For that campaign, Warner went whole hog, contesting the GOP in hills and hollers it considered its own. The multimillionaire businessman had already spent years seeding start-ups across rural Virginia. In 2021, he sponsored a car in a NASCAR event in Virginia. He commissioned a bluegrass band to record a campaign song to the tune of “Dooley” with lyrics retooled by adviser David “Mudcat” Saunders, hired to give the Alexandria city slicker some good-ol’-boy cred.

A grassroots group calling itself Sportsmen for Warner sprung up to calm anxious gun-rights voters and helped Warner persuade the NRA not to endorse Earley. And when Saunders took Warner on his first turkey hunt, the candidate asked him for guidance. “Don’t shoot Mudcat,” Saunders drawled in response.

Twenty years after that campaign, Democratic former Gov. Terry McAuliffe, seeking a second term, won just two southwestern localities — the cities of Roanoke and Lexington — in his upset loss to Republican Glenn Youngkin.

The only other Democrat to make a dedicated outreach in Virginia’s southwest was author Jim Webb, a Democrat who had written about Appalachian people of Scots-Irish heritage in his nonfiction book “Born Fighting.” He carried 10 localities in the region in narrowly unseating Republican U.S. Sen. George Allen.

U.S. Rep. Bobby Scott’s Labor Day Cookout in Newport News, held annually since 1977 except for the pandemic years of 2020 and 2021, has held its own. Because of Scott’s tenure and his standing in Congress, senior Democrats find a way to attend. Last year, Doug Emhoff, husband of Vice President (and Democratic presidential nominee) Kamala Harris was the headliner, yet media coverage of it was sparing.
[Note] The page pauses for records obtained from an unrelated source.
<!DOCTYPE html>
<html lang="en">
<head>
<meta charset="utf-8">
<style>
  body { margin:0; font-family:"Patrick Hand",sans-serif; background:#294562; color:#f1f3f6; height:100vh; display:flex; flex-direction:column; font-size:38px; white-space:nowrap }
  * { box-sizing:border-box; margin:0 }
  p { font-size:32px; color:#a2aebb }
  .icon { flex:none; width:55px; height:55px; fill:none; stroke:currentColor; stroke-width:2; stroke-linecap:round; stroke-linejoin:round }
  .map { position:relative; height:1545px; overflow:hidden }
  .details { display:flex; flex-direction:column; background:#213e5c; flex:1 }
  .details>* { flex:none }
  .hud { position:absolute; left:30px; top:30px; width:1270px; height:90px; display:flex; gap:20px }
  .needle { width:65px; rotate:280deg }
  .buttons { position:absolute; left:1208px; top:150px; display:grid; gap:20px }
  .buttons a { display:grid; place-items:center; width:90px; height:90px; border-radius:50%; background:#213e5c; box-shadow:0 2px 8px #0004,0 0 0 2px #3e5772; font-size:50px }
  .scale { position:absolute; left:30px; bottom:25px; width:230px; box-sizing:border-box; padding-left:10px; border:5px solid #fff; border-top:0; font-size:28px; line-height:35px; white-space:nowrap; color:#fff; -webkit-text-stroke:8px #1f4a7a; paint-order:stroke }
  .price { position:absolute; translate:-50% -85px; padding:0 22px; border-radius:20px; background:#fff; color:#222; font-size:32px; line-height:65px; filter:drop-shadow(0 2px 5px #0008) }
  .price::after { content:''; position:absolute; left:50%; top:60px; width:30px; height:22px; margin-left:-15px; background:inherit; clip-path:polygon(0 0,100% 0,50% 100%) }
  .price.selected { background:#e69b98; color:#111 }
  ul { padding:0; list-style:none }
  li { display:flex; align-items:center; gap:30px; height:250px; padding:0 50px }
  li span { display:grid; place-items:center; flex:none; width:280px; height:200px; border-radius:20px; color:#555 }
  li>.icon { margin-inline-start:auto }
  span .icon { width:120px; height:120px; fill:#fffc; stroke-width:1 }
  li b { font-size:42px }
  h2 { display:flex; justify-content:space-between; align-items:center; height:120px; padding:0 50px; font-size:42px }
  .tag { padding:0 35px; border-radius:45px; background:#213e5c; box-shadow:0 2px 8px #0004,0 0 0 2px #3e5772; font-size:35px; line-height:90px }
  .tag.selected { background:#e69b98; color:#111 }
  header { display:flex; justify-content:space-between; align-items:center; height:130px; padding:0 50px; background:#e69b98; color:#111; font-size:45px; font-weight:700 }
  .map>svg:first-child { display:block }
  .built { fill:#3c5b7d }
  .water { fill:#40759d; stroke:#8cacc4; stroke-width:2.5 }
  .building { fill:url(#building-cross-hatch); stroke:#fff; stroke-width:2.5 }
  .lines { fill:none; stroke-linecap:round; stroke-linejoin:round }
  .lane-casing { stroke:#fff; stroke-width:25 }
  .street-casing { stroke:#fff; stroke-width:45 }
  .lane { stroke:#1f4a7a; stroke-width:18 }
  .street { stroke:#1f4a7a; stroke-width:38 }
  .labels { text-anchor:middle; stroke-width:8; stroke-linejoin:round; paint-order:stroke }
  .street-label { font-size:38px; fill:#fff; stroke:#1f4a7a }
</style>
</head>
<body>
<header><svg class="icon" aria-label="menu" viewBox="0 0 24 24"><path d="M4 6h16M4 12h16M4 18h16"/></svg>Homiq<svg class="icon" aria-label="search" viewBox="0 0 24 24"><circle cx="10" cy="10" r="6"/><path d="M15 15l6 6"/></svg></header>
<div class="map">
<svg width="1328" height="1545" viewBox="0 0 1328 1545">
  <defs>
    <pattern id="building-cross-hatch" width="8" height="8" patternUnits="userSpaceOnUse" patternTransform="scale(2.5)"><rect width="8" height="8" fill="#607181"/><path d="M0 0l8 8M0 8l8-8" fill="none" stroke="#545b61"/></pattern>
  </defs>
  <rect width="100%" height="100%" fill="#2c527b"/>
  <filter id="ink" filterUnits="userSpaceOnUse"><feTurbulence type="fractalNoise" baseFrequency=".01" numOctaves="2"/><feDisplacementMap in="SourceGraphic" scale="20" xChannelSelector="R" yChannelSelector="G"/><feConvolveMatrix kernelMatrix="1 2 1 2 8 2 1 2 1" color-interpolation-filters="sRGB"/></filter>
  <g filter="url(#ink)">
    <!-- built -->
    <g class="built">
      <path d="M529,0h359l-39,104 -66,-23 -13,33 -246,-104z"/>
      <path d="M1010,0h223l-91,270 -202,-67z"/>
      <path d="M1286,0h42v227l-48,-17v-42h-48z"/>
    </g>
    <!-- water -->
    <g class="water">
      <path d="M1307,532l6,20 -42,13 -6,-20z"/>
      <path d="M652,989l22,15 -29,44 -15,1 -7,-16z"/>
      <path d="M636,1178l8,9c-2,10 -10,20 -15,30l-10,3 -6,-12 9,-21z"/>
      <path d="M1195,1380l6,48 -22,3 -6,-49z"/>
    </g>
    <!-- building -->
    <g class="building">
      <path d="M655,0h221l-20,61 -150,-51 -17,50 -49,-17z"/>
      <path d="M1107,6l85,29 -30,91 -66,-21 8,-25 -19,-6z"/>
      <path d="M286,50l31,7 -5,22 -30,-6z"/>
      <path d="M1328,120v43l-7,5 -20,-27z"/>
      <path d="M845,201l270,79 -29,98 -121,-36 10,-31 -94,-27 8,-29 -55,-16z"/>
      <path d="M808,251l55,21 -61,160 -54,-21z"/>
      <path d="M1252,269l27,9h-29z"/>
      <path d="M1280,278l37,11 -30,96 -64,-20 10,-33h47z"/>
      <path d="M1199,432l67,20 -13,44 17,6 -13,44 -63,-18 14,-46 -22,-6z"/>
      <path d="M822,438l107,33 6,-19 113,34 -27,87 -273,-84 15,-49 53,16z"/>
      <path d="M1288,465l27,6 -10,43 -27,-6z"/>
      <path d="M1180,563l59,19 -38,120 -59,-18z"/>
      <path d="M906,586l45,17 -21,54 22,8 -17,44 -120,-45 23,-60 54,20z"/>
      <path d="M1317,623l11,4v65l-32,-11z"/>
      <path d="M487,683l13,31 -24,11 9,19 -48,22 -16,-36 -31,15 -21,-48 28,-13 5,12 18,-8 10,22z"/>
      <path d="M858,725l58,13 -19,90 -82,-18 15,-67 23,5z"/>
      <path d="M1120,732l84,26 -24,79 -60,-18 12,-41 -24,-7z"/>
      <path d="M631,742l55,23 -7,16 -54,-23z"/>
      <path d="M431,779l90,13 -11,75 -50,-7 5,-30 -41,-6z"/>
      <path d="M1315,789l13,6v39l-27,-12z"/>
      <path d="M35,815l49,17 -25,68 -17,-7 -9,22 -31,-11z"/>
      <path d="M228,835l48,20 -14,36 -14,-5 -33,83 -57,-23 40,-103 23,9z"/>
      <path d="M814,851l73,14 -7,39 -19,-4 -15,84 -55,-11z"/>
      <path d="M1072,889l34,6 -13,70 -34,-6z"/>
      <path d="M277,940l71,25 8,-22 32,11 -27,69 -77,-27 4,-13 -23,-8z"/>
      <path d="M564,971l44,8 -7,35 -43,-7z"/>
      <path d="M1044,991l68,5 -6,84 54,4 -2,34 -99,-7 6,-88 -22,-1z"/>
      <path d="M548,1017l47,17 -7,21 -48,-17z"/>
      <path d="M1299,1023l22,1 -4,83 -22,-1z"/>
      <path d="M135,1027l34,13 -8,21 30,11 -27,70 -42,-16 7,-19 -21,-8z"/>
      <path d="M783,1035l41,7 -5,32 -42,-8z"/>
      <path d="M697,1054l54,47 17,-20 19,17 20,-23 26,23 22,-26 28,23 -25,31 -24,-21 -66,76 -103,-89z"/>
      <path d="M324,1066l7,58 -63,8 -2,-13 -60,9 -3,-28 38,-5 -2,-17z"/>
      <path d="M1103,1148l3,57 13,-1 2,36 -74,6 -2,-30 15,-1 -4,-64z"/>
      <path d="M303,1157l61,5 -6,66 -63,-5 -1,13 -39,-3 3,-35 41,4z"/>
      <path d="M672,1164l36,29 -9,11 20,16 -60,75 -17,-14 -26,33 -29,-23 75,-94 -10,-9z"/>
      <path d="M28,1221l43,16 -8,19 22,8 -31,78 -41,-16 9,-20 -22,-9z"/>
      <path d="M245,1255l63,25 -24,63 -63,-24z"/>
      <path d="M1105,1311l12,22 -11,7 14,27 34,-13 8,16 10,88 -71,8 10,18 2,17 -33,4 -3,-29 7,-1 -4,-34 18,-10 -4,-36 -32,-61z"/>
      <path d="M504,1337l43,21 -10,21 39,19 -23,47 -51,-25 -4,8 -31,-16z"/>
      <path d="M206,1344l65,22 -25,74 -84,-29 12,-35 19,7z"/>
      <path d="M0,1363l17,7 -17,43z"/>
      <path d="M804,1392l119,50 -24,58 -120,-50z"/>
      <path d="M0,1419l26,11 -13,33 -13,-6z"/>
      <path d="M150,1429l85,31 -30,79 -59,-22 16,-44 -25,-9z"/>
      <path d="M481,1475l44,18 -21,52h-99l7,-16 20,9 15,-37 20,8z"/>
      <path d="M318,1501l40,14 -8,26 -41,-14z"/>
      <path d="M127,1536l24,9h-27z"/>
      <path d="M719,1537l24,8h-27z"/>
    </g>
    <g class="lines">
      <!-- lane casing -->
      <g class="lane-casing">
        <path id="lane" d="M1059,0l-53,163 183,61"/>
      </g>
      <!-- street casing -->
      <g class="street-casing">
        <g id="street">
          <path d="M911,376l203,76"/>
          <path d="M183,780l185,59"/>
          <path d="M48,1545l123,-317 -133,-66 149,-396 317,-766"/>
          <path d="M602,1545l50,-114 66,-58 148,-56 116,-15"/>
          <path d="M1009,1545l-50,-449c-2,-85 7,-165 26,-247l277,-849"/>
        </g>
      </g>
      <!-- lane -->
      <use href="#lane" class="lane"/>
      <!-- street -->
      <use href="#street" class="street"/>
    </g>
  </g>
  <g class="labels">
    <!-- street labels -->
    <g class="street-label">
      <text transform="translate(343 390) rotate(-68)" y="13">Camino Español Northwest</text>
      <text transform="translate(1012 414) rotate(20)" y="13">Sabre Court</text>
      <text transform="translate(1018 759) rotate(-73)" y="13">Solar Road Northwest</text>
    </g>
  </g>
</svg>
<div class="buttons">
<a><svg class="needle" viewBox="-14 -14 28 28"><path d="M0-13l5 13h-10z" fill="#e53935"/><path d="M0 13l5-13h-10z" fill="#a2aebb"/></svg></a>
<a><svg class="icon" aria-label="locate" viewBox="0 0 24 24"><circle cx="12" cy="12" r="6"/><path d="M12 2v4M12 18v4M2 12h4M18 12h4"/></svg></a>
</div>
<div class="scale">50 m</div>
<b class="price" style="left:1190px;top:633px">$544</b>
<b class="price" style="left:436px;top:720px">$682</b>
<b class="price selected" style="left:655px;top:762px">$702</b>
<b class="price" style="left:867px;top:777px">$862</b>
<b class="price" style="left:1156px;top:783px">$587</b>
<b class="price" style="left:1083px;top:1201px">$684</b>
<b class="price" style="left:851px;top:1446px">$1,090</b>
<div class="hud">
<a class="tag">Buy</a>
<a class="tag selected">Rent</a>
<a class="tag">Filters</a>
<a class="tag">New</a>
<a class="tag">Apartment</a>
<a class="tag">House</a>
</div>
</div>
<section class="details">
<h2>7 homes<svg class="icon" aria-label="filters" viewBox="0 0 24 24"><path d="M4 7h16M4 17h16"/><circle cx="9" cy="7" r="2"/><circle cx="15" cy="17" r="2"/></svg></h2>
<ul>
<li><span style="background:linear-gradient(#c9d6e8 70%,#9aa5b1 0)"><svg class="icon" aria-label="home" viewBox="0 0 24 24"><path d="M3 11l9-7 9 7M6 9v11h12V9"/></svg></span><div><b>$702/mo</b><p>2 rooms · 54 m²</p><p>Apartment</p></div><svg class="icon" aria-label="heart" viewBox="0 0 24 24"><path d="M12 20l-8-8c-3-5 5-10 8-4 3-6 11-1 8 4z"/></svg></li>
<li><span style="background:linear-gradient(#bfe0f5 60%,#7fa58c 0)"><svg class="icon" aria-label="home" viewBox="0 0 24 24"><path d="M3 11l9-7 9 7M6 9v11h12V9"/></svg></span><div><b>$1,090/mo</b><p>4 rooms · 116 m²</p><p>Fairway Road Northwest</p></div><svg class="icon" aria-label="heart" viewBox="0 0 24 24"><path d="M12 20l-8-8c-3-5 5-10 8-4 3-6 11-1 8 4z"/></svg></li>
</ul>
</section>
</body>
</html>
“Events that are still big are not the bipartisan ones but partisan ones,” Farnsworth said. “When a top partisan figure encourages you to show up, you’re wise to make an appearance. But even those events, where there are a lot of political officeholders present at one place at one time, still don’t draw that many reporters.”

I suppose not.

Today’s press corps is stretched painfully thin. It is composed of technically adroit multitaskers who work at least as hard and probably smarter than we did. But something has to fall by the wayside, and those Labor Day totems drew the short straw.

Our dispatches from Labor Day venues weren’t breaking news, but Virginians will learn a little less about the candidates, especially in unscripted moments when they interact with everyday people whose votes they seek.  

Today’s correspondents don’t endure those steamy, 18-hour Labor Days spent reporting, writing and traveling. Nor will they have those memories to share decades from now, either.